[Stored data entries]
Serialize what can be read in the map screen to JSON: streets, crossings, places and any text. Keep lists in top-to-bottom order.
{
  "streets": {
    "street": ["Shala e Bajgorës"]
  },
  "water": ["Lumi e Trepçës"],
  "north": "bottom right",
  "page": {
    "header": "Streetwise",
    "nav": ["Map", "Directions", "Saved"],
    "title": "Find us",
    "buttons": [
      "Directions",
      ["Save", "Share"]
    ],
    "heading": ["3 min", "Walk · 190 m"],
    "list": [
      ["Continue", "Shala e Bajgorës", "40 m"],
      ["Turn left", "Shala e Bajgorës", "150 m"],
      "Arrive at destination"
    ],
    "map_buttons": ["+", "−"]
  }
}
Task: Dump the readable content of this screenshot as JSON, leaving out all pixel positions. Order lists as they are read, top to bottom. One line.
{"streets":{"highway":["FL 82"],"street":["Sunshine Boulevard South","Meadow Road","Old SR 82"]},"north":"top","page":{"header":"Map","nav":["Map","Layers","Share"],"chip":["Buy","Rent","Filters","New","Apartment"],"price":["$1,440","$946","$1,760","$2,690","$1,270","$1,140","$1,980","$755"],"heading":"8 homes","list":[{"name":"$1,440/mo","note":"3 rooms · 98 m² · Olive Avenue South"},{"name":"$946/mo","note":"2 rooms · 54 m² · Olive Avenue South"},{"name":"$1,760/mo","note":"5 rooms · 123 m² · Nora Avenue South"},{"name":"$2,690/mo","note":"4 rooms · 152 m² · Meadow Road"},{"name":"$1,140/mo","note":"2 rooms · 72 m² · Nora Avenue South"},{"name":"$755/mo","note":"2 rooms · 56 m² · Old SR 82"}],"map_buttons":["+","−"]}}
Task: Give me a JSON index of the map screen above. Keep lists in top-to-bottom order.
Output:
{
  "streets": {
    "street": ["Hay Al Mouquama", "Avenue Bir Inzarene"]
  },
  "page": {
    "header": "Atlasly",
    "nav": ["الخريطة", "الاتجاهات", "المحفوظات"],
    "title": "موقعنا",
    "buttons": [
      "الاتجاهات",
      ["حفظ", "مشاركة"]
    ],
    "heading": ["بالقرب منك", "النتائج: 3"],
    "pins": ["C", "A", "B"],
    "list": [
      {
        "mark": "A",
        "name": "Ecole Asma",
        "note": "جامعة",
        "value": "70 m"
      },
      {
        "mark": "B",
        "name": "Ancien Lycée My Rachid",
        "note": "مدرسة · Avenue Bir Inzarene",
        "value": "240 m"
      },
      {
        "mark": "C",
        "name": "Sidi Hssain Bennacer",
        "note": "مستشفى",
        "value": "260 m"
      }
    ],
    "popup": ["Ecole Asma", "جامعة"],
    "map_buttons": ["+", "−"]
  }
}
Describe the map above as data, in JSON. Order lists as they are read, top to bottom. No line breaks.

§ EXERCISE INSTRUCTIONS:
Quote the data above in full, changing nothing.

§ REPLY TO THE EXERCISE:
Serialize what can be read in the map screen to JSON: streets, crossings, places and any text. Keep lists in top-to-bottom order.
{
  "streets": {
    "street": ["Shala e Bajgorës"]
  },
  "water": ["Lumi e Trepçës"],
  "north": "bottom right",
  "page": {
    "header": "Streetwise",
    "nav": ["Map", "Directions", "Saved"],
    "title": "Find us",
    "buttons": [
      "Directions",
      ["Save", "Share"]
    ],
    "heading": ["3 min", "Walk · 190 m"],
    "list": [
      ["Continue", "Shala e Bajgorës", "40 m"],
      ["Turn left", "Shala e Bajgorës", "150 m"],
      "Arrive at destination"
    ],
    "map_buttons": ["+", "−"]
  }
}
Task: Dump the readable content of this screenshot as JSON, leaving out all pixel positions. Order lists as they are read, top to bottom. One line.
{"streets":{"highway":["FL 82"],"street":["Sunshine Boulevard South","Meadow Road","Old SR 82"]},"north":"top","page":{"header":"Map","nav":["Map","Layers","Share"],"chip":["Buy","Rent","Filters","New","Apartment"],"price":["$1,440","$946","$1,760","$2,690","$1,270","$1,140","$1,980","$755"],"heading":"8 homes","list":[{"name":"$1,440/mo","note":"3 rooms · 98 m² · Olive Avenue South"},{"name":"$946/mo","note":"2 rooms · 54 m² · Olive Avenue South"},{"name":"$1,760/mo","note":"5 rooms · 123 m² · Nora Avenue South"},{"name":"$2,690/mo","note":"4 rooms · 152 m² · Meadow Road"},{"name":"$1,140/mo","note":"2 rooms · 72 m² · Nora Avenue South"},{"name":"$755/mo","note":"2 rooms · 56 m² · Old SR 82"}],"map_buttons":["+","−"]}}
Task: Give me a JSON index of the map screen above. Keep lists in top-to-bottom order.
Output:
{
  "streets": {
    "street": ["Hay Al Mouquama", "Avenue Bir Inzarene"]
  },
  "page": {
    "header": "Atlasly",
    "nav": ["الخريطة", "الاتجاهات", "المحفوظات"],
    "title": "موقعنا",
    "buttons": [
      "الاتجاهات",
      ["حفظ", "مشاركة"]
    ],
    "heading": ["بالقرب منك", "النتائج: 3"],
    "pins": ["C", "A", "B"],
    "list": [
      {
        "mark": "A",
        "name": "Ecole Asma",
        "note": "جامعة",
        "value": "70 m"
      },
      {
        "mark": "B",
        "name": "Ancien Lycée My Rachid",
        "note": "مدرسة · Avenue Bir Inzarene",
        "value": "240 m"
      },
      {
        "mark": "C",
        "name": "Sidi Hssain Bennacer",
        "note": "مستشفى",
        "value": "260 m"
      }
    ],
    "popup": ["Ecole Asma", "جامعة"],
    "map_buttons": ["+", "−"]
  }
}
Describe the map above as data, in JSON. Order lists as they are read, top to bottom. No line breaks.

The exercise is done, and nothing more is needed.